Compared with a ripple adder, as well as some of the other adders described above, a pure carry-lookahead adder has high logic costs. Furthermore, high fan-in and fan-out requirements can be problematic: the fan-out required of the $G_{i}$ and $P_{i}$ signals grows rapidly with $n$, as does the fan-in required to form $C_{i}$. For sufficiently large values of $n$, the high fanin and fan-out requirements will result in low performance, high cost, or designs that simply cannot be realized.

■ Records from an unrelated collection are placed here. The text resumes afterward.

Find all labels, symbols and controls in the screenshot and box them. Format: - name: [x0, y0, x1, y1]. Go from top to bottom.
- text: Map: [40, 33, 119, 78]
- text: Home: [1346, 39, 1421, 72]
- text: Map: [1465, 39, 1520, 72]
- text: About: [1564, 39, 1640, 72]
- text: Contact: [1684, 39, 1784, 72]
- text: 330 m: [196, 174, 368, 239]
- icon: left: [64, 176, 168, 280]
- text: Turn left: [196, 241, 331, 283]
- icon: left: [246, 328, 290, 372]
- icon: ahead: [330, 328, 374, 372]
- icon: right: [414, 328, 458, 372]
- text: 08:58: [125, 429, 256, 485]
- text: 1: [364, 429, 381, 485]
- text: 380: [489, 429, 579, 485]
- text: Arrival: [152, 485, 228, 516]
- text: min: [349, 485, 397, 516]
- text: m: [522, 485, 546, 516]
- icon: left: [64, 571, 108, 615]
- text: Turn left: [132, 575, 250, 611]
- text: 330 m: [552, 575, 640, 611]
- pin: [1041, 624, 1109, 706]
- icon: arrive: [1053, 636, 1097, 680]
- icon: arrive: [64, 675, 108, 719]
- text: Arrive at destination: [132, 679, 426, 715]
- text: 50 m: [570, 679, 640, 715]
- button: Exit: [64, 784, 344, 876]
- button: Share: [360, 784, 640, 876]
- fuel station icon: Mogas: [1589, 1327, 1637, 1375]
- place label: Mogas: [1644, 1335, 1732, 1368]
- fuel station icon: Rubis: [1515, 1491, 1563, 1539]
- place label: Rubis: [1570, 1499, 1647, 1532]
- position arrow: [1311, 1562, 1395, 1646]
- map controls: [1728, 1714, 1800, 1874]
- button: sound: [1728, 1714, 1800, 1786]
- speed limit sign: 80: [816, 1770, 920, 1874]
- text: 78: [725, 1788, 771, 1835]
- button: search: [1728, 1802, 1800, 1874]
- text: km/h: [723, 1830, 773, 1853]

In contrast with adders for conventional arithmetic, however, the moduli used in many applications of residue arithmetic are quite small (i.e. $n$ is small), and carry-lookahead adders of the type depicted in Figure 4.6 may not be impractical. For large values of $n$, there are "hybrid" designs that combine carry-lookahead with other techniques, such as carry-rippling; nevertheless all such designs result in adders that are not as fast as pure carry-lookahead adders. Even when practical, the irregular structure and lengthy interconnections, exhibited in Figure 4.6 , are not ideal for VLSI implementation.

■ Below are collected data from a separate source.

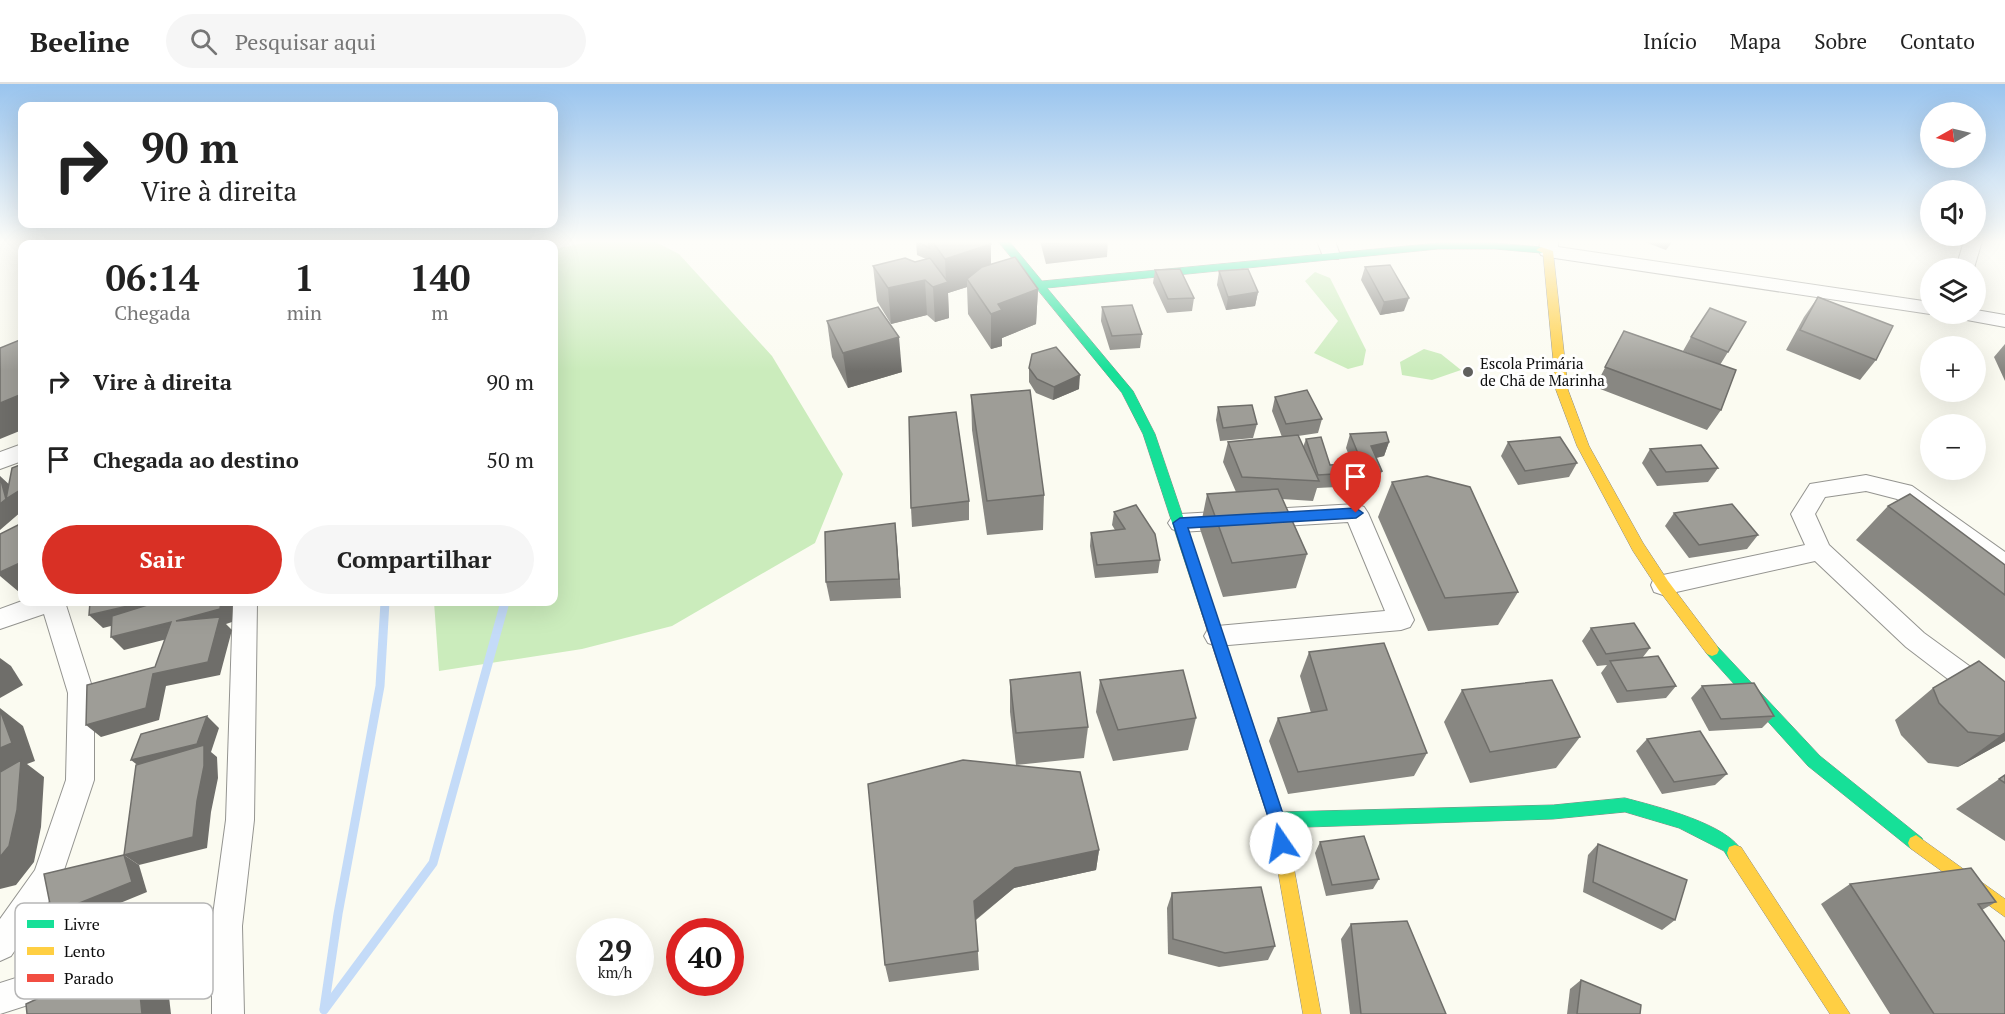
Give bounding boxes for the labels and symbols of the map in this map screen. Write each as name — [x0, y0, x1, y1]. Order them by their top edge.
north arrow — [1920, 102, 1986, 168]
place label: Escola Primária de Chã de Marinha — [1480, 353, 1605, 390]
marker: Escola Primária de Chã de Marinha — [1461, 365, 1475, 379]
pin — [1330, 451, 1381, 513]
position arrow — [1249, 811, 1313, 875]
legend — [15, 903, 213, 999]
text: Livre — [64, 913, 100, 935]
speed limit sign: 40 — [666, 918, 744, 996]
text: Lento — [64, 940, 105, 962]
text: Parado — [64, 967, 114, 989]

One straightforward way of dealing with the fan-in and fan-out difficulties inherent in the pure carry-lookahead adder is to split an $n$-bit adder into $N$ (where $1<N<n$ ) blocks of $m$ bits each, arranged in such a way that carries within blocks are generated by carry-lookahead but carries between blocks are rippled. Such an arrangement is shown in Figure 4.7,
where CLA represents a complete lookahead adder of the type shown in Figure 4.6. We shall refer to this adder as the Ripple Carry-Lookahead Adder (RCLA).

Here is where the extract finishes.